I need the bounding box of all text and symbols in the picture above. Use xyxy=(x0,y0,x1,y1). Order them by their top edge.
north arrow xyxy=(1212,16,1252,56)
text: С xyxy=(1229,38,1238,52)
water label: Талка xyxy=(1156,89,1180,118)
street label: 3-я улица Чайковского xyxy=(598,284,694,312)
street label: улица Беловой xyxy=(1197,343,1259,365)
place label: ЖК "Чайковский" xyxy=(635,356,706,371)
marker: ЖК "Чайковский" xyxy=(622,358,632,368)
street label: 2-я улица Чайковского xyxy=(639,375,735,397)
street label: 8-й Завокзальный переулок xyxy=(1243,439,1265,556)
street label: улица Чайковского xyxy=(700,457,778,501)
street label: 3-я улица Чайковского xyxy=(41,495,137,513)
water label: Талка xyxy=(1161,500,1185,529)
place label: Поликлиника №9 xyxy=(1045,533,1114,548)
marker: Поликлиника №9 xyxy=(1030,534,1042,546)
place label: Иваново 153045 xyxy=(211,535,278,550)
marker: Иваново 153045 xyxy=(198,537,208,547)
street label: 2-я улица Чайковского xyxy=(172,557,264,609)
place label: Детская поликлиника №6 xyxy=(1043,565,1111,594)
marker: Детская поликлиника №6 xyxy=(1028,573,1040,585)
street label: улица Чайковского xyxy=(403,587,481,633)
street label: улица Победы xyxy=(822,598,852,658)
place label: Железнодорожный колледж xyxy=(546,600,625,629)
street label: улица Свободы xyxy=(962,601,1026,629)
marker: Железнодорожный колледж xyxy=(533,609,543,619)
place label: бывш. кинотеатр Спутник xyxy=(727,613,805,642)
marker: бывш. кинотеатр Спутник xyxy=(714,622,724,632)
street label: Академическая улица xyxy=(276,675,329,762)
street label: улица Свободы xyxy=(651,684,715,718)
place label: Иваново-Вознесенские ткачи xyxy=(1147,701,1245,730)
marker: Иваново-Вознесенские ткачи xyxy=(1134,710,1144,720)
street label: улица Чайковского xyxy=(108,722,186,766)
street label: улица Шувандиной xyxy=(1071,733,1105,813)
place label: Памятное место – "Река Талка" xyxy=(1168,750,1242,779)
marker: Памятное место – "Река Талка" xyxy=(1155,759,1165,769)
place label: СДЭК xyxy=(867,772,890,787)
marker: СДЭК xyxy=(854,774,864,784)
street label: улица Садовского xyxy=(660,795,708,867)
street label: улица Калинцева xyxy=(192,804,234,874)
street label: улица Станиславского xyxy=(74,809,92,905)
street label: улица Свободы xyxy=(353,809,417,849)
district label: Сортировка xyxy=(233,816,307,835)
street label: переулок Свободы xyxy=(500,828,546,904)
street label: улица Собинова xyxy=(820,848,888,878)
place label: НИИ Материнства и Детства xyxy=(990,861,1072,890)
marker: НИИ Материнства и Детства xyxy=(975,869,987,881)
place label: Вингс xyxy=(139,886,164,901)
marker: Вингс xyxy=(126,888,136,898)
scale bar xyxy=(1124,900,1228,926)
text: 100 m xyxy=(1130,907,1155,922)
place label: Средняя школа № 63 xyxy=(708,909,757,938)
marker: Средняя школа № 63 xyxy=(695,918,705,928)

▬▬▬

### [WHAT IS REQUIRED]
If a line in the data above holds the word "Материнства", count it; give only the total.

### [RESULT FOR THIS EXERCISE]
2